(WHAT YOU HAVE TO DO):
When a line in the entries below contains the word "tools", copy that line.

(Stored data):

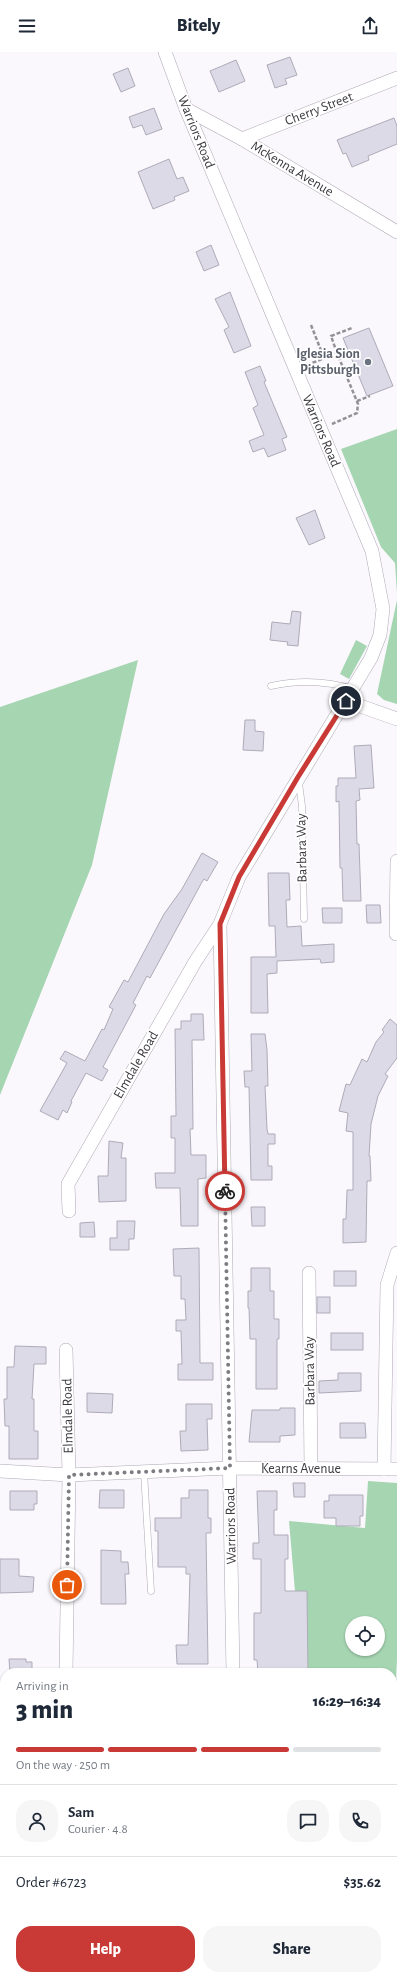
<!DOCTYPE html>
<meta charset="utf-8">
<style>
body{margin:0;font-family:"Alegreya Sans",sans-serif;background:#f6f6f7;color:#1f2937;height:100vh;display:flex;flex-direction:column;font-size:15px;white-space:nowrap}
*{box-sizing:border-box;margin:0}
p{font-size:13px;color:#747a83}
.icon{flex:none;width:22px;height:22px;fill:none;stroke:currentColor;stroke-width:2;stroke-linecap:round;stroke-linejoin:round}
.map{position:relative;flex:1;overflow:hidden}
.side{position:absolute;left:0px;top:1616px;width:397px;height:312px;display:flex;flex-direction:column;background:#fff;border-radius:16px 16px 0 0;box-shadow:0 1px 3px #0004}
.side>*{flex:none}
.tools{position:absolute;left:345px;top:1564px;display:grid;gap:8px}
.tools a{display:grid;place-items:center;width:40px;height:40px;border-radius:50%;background:#fff;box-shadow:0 1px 3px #0004;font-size:20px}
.pin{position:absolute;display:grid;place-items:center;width:34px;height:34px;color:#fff;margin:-17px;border:2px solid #fff;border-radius:50%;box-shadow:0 1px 4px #0007}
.courier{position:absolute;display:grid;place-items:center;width:40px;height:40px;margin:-20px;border:3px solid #c93a36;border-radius:50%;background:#fff;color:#222;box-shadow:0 1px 5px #0007}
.head em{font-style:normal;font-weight:800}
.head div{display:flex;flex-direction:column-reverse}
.head{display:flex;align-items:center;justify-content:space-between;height:68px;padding:0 16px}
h1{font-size:26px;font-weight:800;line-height:30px}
.bar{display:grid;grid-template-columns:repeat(4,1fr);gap:6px 4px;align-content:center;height:48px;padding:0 16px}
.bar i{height:5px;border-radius:3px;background:#e0e1e3}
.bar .selected{background:#c93a36}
.bar p{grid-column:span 4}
.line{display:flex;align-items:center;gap:10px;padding:0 16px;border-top:1px solid #e0e1e3}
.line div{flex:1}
.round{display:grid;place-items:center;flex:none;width:42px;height:42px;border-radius:16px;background:#f6f6f7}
.cta{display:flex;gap:8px;margin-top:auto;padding:8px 16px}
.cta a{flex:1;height:46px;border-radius:16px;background:#c93a36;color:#fff;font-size:16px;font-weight:800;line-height:46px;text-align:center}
.cta a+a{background:#f6f6f7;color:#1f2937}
header{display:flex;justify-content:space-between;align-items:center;height:52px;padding:0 16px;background:#fff;font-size:18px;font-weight:800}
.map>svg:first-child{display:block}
.green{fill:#a6d5b2;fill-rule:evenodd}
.building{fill:#dddae8;stroke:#aeabb8}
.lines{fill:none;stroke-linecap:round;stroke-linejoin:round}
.lane-casing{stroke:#aea8b5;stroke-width:7}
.street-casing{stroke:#aea8b5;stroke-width:14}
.path{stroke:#949297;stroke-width:2.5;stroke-dasharray:4 2;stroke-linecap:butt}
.lane{stroke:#fff;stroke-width:6}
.street{stroke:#fff;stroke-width:13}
.done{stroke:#7e7b81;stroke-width:4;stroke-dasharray:0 7.2}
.route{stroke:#c93a36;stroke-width:5}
.worship-dot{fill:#6b7280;stroke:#fff;stroke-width:1.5}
.labels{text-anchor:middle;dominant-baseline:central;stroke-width:3.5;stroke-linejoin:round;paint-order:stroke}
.street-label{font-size:14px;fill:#3b383e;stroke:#fff}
.worship-label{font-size:14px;font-weight:bold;fill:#5b616d;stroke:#fff;text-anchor:end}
</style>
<header><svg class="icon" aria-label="menu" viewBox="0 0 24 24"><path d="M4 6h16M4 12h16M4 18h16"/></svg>Bitely<svg class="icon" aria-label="share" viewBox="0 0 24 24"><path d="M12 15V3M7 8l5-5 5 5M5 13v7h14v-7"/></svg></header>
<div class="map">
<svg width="397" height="1928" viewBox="0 0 397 1928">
<rect width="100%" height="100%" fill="#faf8fd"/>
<g class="green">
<polygon points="397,377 397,541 395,511 381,495 341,397"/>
<polygon points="397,548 397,652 384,648 377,642"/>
<polygon points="356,588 367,594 349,627 340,622"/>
<polygon points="138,608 92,813 0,1043 0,655"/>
<path d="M368,1429L397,1431V1608L393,1686L397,1696V1788V1785L392,1783V1621H302L289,1469L365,1476ZM352,1571H378V1597H352Z"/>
<polygon points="0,1718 5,1719 5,1744 0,1741"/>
</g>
<g class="building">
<polygon points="290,5 297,23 285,27 287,32 275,36 267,13"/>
<polygon points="236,8 245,29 219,40 210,19"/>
<polygon points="128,16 135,34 121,40 113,22"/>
<polygon points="154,56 162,77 146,83 142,73 133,76 129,65"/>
<polygon points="394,66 397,74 397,92 368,104 369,108 352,115 346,101 343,102 337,88"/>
<polygon points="169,107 177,127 183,125 189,139 174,145 175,148 153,157 138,120"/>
<polygon points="211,193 219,213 204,219 196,200"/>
<polygon points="230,240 251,294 234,301 224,278 229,275 215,247"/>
<polygon points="369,276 393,334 367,344 343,286"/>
<polygon points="260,314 266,329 264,330 287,385 282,387 286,398 268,405 264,396 253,400 249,389 264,383 253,356 258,353 245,320"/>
<polygon points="315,458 325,486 309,493 296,466"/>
<polygon points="292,559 301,560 298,594 287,593 288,590 270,588 272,570 290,572"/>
<polygon points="245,668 255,668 255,679 264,680 263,699 243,698"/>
<polygon points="371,693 374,736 359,737 360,748 356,749 357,792 359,792 361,849 343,849 342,816 340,816 339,749 336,750 336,734 338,734 338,726 356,726 354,694"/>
<polygon points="202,801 218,810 207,829 204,827 202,830 150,926 147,924 133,951 136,953 103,1015 108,1018 102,1029 86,1021 71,1049 72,1050 67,1061 63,1058 58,1068 40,1059 67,1011 60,1007 65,999 85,1009 102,977 104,978 113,957 109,955 124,928 128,930 164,862 182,837"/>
<polygon points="268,821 289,821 290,848 286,848 287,875 301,874 302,894 334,892 334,910 321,911 320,907 277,909 277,921 267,922 268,961 251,961 251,905 276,905 275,874 269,874"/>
<polygon points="366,853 380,853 381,871 367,871"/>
<polygon points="322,856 342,856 342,871 323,871"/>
<polygon points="191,962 203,962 204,988 192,988 193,1077 190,1077 191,1103 206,1103 206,1126 198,1127 198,1174 181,1174 180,1136 156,1136 155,1121 175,1121 175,1086 171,1086 171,1064 176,1064 175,977 181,977 181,969 191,969"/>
<polygon points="390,967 397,973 397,1006 385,1022 388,1024 378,1044 371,1072 369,1104 370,1104 371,1129 367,1129 366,1190 343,1191 343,1167 346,1167 347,1138 353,1138 353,1080 346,1079 348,1061 339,1059 346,1032 350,1033 362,1007 367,1010 376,990 384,980 382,978"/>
<polygon points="251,982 265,982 267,998 268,1034 265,1034 267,1077 268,1082 275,1082 275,1092 268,1092 268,1114 272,1114 272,1128 251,1128 249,1035 245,1035 244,1019 252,1019"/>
<polygon points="109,1089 123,1091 121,1106 126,1106 126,1149 99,1150 98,1124 108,1124"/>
<polygon points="251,1155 265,1155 265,1174 252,1174"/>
<polygon points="117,1169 135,1169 134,1187 129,1187 129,1198 110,1198 110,1186 117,1186"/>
<polygon points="94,1170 95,1185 80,1185 80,1171"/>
<polygon points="199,1196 200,1311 213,1311 213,1328 178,1328 178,1312 182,1312 181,1279 176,1279 176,1268 186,1268 185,1247 181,1247 181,1224 174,1224 173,1197"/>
<polygon points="251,1216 270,1216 270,1239 274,1239 274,1267 279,1267 279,1287 277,1287 277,1337 256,1337 256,1287 250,1287 249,1256 248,1256 248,1239 251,1239"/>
<rect x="334" y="1219" width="22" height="15"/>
<rect x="317" y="1245" width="13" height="16"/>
<rect x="331" y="1281" width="32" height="17"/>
<polygon points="15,1294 46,1295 46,1312 34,1312 32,1347 34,1347 34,1379 38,1379 38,1407 9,1407 9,1374 5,1374 4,1347 7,1347 7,1315 14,1315"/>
<polygon points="338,1321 361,1321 361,1339 319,1341 319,1329 338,1328"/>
<polygon points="87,1341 113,1342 112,1361 87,1360"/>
<polygon points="186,1352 212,1352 212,1367 207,1367 208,1398 181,1399 180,1379 186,1379"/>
<polygon points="280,1356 295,1356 295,1383 280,1384 280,1390 249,1390 252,1358 280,1358"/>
<polygon points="340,1371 365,1371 366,1386 340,1386"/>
<polygon points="293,1431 305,1431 305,1445 294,1445"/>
<polygon points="100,1438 124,1438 124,1456 99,1456"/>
<polygon points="189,1438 208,1438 208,1466 211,1466 211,1481 206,1481 208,1612 177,1612 176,1593 188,1593 190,1522 186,1522 186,1515 158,1515 158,1479 155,1479 155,1466 181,1466 181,1446 189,1446"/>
<polygon points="10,1439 37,1439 37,1452 34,1452 34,1458 10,1458"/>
<polygon points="257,1439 277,1439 277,1458 274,1458 274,1483 288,1483 288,1507 285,1507 285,1539 307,1539 308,1619 258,1621 257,1608 254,1608 254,1561 261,1561 261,1507 253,1507 253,1491 259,1491"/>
<polygon points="329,1443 363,1443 363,1464 360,1464 360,1474 336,1474 336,1466 324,1466 324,1449 329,1449"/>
<polygon points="101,1498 121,1499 121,1510 128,1510 129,1522 125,1522 126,1552 101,1552"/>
<polygon points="0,1507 19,1507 19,1524 34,1525 33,1540 0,1541"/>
<polygon points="9,1607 26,1607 26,1610 32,1610 32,1621 10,1621"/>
</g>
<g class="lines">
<g class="lane-casing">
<g id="lane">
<path d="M271,634C298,628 327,629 353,637"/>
<polyline points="299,731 302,754 304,867"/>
<polyline points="144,1420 151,1539"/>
<polyline points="0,1849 5,1853"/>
<polyline points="314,1928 314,1923"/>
</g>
</g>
<g class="street-casing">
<g id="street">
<polyline points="186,57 242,87 397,180"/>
<polyline points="242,87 397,26"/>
<polyline points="346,649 397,667"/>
<polyline points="220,872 233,1621"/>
<polyline points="396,882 397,809"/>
<polyline points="69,1159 68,1132 195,910 220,872 239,825 371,606 380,583 383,557 372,499 186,57 165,0"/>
<polyline points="309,1221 311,1417"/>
<polyline points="384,1417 387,1233 397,1201"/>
<polyline points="0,1419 69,1423 230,1416 397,1417"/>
<polyline points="66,1621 69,1423 66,1298"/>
<polyline points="0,1749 5,1752"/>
<polyline points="392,1887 397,1890"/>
<polyline points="27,1928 33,1923"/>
<polyline points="233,1928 234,1923"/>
</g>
</g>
<g class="path">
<polyline points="311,273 324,306"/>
<polyline points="337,301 331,284 352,276"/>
<polyline points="307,313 337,301 358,352 357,361 332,372"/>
<polyline points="357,349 370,344"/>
</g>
<use href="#lane" class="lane"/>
<use href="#street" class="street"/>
</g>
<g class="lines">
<polyline class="done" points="67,1533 69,1423 230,1416 225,1139"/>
<polyline class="route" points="225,1139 220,872 239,825 298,725 346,649"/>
</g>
<circle class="worship-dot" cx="368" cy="310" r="4"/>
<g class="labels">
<g class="street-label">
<text transform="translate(319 57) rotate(-21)">Cherry Street</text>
<text transform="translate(196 80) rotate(68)">Warriors Road</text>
<text transform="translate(292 117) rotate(31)">McKenna Avenue</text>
<text transform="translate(321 379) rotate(67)">Warriors Road</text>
<text transform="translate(302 796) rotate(-91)">Barbara Way</text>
<text transform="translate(136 1013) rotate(-60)">Elmdale Road</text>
<text transform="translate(310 1319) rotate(-91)">Barbara Way</text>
<text transform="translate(68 1364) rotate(-91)">Elmdale Road</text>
<text x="301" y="1417">Kearns Avenue</text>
<text transform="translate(231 1474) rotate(-91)">Warriors Road</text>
</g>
<g class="worship-label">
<text x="360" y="302">Iglesia Sion<tspan x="360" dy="16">Pittsburgh</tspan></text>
</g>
</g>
</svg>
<div class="tools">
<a><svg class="icon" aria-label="locate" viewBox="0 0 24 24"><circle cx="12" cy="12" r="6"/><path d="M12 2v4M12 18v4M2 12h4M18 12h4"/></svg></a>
</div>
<div class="pin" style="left:67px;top:1533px;background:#ea580c"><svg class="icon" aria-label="bag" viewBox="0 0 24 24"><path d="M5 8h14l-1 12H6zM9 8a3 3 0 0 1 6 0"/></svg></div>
<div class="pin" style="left:346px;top:649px;background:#1f2937"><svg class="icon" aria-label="home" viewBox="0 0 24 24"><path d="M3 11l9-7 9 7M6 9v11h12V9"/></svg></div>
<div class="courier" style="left:225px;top:1139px"><svg class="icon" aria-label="bike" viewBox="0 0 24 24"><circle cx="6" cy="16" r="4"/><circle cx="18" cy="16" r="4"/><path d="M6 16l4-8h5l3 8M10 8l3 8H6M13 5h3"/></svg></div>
<section class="side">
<div class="head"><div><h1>3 min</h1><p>Arriving in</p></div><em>16:29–16:34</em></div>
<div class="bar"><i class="selected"></i><i class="selected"></i><i class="selected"></i><i></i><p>On the way · 250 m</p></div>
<div class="line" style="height:72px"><a class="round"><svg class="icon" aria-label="person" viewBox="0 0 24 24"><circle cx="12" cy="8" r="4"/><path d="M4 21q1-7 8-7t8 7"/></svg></a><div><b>Sam</b><p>Courier · 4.8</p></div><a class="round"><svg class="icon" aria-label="chat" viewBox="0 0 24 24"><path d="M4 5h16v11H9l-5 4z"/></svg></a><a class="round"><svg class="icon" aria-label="phone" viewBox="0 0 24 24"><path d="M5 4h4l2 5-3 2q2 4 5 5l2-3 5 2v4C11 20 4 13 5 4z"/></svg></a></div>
<div class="line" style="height:52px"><div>Order #6723</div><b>$35.62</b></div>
<div class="cta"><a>Help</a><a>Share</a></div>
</section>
</div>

(OUTPUT BELOW):
.tools{position:absolute;left:345px;top:1564px;display:grid;gap:8px}
.tools a{display:grid;place-items:center;width:40px;height:40px;border-radius:50%;background:#fff;box-shadow:0 1px 3px #0004;font-size:20px}
<div class="tools">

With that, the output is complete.